For some, the path of academic higher education may not be the best option. But just because you aren’t planning to stay in college (or never went in the first place), it doesn’t mean that you can’t still have a meaningful and lucrative career.

College programs can be expensive and time consuming, and for many a more direct career path—and one that incurs little to no debt—can afford just as much stability and joy as any another.

If you have a high school degree, it might seem intimidating to enter the job force. Over the past several decades, we’ve been trained to believe that the best jobs only go to applicants who have college education. But today that simply isn’t true. There is a place in the working world for everyone, including those who have a high school degree or GED.

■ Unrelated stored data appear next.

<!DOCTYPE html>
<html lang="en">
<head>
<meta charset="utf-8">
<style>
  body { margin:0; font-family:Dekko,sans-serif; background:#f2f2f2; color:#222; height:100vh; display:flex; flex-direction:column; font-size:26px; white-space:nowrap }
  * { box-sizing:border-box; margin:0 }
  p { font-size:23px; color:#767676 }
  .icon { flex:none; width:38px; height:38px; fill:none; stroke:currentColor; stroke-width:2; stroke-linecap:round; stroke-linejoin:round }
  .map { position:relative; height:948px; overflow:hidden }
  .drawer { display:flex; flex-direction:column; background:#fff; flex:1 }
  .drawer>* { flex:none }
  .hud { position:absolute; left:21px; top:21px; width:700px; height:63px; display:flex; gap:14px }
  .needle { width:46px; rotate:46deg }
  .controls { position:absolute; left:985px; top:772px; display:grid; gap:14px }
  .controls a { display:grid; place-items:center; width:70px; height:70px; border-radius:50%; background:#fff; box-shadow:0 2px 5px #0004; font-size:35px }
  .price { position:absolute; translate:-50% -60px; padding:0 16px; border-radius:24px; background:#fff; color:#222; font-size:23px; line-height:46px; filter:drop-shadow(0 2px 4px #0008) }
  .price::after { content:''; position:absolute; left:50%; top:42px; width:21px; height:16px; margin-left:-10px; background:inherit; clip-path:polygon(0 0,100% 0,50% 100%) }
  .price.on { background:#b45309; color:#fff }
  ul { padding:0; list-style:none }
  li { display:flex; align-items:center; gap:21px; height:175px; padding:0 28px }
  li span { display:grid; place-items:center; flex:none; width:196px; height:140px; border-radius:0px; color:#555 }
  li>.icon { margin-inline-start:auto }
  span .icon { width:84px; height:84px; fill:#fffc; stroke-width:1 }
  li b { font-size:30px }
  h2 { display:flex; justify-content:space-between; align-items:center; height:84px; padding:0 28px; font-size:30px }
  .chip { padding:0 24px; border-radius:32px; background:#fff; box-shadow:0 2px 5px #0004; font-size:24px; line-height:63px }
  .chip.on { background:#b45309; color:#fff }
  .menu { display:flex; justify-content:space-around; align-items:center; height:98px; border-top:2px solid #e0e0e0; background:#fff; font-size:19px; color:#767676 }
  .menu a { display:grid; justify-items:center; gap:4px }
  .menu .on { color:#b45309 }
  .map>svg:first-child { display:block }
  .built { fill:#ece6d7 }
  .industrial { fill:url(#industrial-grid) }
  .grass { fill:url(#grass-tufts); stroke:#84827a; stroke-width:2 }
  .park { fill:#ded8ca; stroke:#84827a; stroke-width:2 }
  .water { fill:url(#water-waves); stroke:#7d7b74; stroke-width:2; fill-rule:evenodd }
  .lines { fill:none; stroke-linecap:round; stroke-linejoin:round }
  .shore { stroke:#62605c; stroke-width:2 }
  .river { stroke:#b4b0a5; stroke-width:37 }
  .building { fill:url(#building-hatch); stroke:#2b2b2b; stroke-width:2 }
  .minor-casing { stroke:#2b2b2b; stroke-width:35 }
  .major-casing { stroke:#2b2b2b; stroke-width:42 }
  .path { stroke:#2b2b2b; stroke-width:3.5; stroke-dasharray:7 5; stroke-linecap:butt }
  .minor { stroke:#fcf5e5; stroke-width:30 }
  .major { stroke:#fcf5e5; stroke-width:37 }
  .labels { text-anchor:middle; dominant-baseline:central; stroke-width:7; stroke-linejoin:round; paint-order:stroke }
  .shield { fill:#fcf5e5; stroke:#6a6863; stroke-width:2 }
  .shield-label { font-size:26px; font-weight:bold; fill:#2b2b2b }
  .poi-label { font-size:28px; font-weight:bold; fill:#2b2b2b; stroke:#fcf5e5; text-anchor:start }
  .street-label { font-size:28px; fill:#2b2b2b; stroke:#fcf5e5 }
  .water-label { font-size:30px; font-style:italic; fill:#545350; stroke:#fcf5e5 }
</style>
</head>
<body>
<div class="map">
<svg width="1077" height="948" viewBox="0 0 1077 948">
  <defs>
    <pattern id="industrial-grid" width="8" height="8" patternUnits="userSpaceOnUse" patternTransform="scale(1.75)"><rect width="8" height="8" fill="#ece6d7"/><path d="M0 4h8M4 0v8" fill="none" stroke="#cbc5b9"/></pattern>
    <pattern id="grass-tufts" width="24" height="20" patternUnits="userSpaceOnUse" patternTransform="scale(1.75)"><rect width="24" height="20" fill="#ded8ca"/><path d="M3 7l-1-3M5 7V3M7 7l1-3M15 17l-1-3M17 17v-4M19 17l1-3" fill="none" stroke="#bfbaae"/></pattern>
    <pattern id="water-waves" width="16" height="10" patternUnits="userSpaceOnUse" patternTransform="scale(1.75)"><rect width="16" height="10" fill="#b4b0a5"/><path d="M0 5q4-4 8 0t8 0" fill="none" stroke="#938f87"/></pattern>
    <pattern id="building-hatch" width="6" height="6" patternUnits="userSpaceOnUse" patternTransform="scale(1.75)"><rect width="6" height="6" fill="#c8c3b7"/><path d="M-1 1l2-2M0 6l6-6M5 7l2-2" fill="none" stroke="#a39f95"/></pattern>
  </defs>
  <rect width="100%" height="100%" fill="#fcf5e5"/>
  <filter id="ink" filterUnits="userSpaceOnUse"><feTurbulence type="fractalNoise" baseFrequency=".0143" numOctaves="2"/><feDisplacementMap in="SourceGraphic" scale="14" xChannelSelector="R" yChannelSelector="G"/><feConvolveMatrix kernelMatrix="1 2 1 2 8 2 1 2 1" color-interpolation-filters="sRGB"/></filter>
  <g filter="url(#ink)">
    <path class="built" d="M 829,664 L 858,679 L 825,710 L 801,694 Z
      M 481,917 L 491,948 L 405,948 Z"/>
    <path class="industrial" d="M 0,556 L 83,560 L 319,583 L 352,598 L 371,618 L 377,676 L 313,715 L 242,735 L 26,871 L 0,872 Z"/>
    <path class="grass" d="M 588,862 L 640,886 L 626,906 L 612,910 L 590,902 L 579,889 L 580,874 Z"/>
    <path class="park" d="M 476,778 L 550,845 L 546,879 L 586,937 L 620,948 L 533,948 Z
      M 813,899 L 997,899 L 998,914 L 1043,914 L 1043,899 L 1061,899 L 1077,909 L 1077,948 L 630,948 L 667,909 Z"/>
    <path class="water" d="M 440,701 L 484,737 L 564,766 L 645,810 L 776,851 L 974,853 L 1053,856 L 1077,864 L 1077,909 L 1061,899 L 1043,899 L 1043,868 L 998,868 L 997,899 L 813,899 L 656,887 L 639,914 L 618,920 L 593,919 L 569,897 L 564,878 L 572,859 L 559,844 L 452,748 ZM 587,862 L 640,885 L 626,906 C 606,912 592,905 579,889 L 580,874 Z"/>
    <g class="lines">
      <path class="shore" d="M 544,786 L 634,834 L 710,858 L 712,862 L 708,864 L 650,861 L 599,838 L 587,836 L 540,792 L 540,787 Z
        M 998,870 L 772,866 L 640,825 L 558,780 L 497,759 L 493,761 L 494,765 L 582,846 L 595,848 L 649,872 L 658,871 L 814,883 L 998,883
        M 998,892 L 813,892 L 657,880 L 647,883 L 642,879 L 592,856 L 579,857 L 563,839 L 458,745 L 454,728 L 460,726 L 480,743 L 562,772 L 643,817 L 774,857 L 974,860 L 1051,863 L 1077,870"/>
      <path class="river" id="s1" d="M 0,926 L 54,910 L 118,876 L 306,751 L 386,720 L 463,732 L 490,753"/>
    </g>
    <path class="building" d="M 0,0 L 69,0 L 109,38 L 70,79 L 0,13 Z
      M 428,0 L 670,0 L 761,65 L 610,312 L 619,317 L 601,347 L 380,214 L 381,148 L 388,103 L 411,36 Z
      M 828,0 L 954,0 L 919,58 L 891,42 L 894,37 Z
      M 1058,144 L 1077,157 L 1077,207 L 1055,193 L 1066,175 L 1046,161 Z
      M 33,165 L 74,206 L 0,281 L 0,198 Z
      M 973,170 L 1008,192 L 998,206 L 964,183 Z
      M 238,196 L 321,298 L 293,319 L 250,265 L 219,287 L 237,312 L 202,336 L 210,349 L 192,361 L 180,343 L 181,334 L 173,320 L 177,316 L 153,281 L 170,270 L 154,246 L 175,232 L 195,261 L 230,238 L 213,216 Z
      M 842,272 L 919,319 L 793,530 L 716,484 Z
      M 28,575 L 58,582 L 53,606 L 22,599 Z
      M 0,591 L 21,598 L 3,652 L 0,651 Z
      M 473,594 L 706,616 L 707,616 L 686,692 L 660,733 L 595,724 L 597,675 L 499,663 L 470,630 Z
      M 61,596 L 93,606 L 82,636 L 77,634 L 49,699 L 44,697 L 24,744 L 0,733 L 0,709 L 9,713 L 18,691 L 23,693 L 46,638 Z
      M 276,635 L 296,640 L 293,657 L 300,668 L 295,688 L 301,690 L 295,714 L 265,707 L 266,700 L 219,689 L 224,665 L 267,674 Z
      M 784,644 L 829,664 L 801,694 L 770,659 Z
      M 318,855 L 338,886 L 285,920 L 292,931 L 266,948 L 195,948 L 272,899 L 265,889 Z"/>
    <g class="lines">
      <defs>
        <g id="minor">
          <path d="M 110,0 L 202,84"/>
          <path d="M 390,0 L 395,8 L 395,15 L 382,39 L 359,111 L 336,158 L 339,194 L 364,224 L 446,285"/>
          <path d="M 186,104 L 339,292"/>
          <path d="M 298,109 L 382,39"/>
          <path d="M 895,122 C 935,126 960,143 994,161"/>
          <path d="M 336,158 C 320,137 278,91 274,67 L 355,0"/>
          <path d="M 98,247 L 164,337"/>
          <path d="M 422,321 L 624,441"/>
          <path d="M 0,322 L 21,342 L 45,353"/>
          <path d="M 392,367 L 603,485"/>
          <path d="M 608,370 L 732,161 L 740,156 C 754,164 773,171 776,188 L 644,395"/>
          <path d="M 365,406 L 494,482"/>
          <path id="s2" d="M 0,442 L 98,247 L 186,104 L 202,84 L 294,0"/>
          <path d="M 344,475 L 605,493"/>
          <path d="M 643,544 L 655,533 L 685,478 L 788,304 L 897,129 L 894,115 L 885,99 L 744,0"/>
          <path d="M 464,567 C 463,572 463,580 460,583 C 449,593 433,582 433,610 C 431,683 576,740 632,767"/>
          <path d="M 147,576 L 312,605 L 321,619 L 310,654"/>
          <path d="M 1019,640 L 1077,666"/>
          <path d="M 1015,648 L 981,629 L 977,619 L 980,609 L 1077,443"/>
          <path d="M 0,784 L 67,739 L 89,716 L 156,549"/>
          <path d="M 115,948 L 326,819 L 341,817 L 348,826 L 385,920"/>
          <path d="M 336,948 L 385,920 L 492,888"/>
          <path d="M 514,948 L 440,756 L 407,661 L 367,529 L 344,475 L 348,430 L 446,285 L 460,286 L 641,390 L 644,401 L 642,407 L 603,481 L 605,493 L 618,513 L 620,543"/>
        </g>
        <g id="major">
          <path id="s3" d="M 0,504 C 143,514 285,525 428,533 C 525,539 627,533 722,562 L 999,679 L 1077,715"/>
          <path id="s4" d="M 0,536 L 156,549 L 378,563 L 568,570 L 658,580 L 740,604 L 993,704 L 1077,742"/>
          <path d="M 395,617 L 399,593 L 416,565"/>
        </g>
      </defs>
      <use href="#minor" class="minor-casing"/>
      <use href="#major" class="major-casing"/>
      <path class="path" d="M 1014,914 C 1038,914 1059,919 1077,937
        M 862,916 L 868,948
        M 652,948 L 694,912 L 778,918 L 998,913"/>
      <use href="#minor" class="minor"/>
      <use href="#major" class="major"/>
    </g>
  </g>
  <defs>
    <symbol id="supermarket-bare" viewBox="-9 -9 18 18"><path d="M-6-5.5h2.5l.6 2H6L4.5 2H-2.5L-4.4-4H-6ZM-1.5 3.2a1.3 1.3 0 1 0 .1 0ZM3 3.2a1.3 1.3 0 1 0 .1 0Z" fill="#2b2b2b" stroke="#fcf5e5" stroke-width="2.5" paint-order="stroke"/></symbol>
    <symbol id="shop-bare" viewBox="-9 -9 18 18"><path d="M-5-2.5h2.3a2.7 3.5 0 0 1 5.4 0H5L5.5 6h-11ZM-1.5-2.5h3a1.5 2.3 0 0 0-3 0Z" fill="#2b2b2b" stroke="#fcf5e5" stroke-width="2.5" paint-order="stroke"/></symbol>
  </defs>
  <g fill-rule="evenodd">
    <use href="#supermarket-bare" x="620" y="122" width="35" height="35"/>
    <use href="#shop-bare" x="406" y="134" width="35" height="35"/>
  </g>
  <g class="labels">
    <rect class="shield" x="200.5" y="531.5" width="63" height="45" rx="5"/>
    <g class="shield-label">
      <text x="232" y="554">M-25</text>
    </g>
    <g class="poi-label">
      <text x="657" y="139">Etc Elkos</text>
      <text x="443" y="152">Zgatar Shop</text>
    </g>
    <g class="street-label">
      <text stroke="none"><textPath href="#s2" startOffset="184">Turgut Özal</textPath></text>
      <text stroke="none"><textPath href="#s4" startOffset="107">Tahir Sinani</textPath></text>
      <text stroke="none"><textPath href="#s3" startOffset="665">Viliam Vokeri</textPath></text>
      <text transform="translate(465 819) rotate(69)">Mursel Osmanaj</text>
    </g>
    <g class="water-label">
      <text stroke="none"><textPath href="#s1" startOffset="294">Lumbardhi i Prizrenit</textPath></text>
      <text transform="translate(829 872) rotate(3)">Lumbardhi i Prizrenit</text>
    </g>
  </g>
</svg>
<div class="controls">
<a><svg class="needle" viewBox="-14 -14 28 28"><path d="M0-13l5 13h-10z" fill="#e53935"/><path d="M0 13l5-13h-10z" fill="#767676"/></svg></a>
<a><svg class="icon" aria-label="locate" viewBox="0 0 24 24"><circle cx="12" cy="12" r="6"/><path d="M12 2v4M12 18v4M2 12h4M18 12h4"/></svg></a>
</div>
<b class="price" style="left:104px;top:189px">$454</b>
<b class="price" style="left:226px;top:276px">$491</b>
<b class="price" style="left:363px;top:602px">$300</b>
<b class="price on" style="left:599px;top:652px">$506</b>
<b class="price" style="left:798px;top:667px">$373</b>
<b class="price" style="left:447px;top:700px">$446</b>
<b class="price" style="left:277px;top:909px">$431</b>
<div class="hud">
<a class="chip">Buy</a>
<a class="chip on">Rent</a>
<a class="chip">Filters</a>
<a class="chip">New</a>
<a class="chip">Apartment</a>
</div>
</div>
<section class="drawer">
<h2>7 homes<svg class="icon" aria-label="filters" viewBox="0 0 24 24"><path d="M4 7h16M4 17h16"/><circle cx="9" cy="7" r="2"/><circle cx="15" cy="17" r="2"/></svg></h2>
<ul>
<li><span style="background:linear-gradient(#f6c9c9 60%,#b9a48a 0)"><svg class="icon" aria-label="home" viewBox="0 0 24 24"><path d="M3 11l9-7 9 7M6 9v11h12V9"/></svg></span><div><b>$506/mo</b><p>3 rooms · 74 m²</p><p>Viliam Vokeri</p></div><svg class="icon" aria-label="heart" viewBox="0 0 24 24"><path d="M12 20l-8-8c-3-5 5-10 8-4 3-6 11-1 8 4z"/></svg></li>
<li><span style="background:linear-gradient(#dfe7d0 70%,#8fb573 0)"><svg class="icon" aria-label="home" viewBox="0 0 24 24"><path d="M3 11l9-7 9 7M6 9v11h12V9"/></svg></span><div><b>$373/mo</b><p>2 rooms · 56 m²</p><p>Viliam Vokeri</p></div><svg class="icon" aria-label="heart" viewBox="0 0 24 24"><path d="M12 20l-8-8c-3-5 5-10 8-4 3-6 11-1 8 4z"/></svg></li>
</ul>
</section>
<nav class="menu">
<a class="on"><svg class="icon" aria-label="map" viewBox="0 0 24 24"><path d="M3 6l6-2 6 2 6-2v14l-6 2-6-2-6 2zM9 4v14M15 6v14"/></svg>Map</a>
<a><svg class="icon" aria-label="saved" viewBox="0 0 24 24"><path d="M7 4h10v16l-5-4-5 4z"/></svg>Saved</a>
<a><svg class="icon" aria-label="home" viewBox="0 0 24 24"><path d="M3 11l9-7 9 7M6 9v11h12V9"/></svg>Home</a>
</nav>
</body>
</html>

If you’re one of the thousands of American workers who is not a college graduate, or you are a high school graduate who is looking to kick-start their career in the working world, there are plenty of growing fields to explore.

Here are just five growing fields that may peak your interest. Take a look and see if any of these are a good fit for you.

Electrical Line Installers & Repairers

If you’ve ever seen the long-stretches of power-lines running down the highway, this is the position that put it there. An electrical line installer, or lineworker, installs and repairs electrical power systems. This can include working with high-voltage electricity, identifying faulty or malfunctioning devices, monitoring voltage regulators, transformers and switches, and repairing or installing telecommunication cables and fiber optics.

This job is certainly for the daredevil, as repair work is often performed at the top of an electrical pole (those afraid of heights should look elsewhere on this list). While the work is physically demanding, the pay for a lineworker is above the national average. The expected hourly earnings is about $31.57. And yearly, the median line worker makes anywhere from $55,000 to $69,000.

Training for the job is an on-site apprenticeship, but the field is expecting to grow in the future. If you have an interest in technology and are just the tiniest bit fearless, a job as a lineworker could be an excellent fit.

Crane Operator

The big, yellow cranes that you see on construction sites might seem intimidating at first, but with the right training, you’ll be operating the crane as a professional in a short time.

This job requires a lot more than knowing how to drive. At a specialized training program, like the one at West Coast Training, in 8 weeks you will be trained on how to rig loads safely and securely, and practice smooth crane operating techniques under the watchful eye of experienced instructors.

Make sure the training you receive is a mix of hands-on, on-site learning and that your education is focused on you passing the NCCCO certification. Upon course and exam completion, you will be nationally certified to operate and ready to apply for crane operator positions across the globe.

The average hourly pay for a crane operator is great, but does vary based location. The national average hourly pay is about $24.42, with rates starting at about $14.75 and topping-out at about $35.77 an hour. And, in certain states like New York, these rates go as high as $75 per hour.

As expected, the annual salaries of crane operators is equally impressive. A starting salary for an entry-level crane operator can be as low as $34,000 and can top-out at about $97,000. The annual entry-level salaries vary greatly by geographic location.

Heavy Equipment Operator

A heavy equipment operator is key to any construction site. This is a pretty diverse position that will allow you to do many different things while on a jobsite. As a heavy equipment operator, you can be expected to operate backhoes, bulldozers, graders, loaders, scrapers, tractors, haul trucks, trenchers,and vibratory compactors.

With the right training, learning the tricks of the trade can be a snap. At schools, such as West Coast Training, you can find inclusive 8 week programs that will safely teach students site preparation, flagging, grade checking, and operator preventative maintenance to ensure you are an attractive applicant to future employers.

The salary for a heavy equipment operator is very good. The median national salary was about $62,000, but ranges anywhere from $54,000 to $74,000. If you’re looking for position that changes from day-to-day, this might be an ideal choice for you.

Industrial Machinery Mechanics

An industrial machinery mechanic maintains and repairs factory equipment, such as conveying systems, production machinery, and packaging equipment. While an industrial machinery mechanic does not require more than a high school diploma, you will likely need at least one year of on-the-job training. Many community colleges offer formal training courses to prepare for this career.

The median annual wage of an industrial machinery mechanic is about $50,440 and the median hourly pay is about $24 per hour. Overall, this career could be the perfect fit for someone who wants to work with their hands.

Petroleum Pump System Operators, Refinery Operators & Gaugers

Petroleum pump system operators, refinery operators, and gaugers, operate and control petroleum refining and and processing units. There is also room for specialization, which can be controlling pumping systems, gauging or testing oil in tanks, or regulating the flow of oil into the pipeline.

This will continue to be a growing field and like the other occupations mentioned, requires no higher education degrees. However, you will need to go through on-the-job training.

The median hourly wage for Petroleum Pump System Operators is about $32.78 per hour and the annual salary is about $68,000. This is another good option for someone who wants to work with their hands and isn’t afraid to get a little dirty.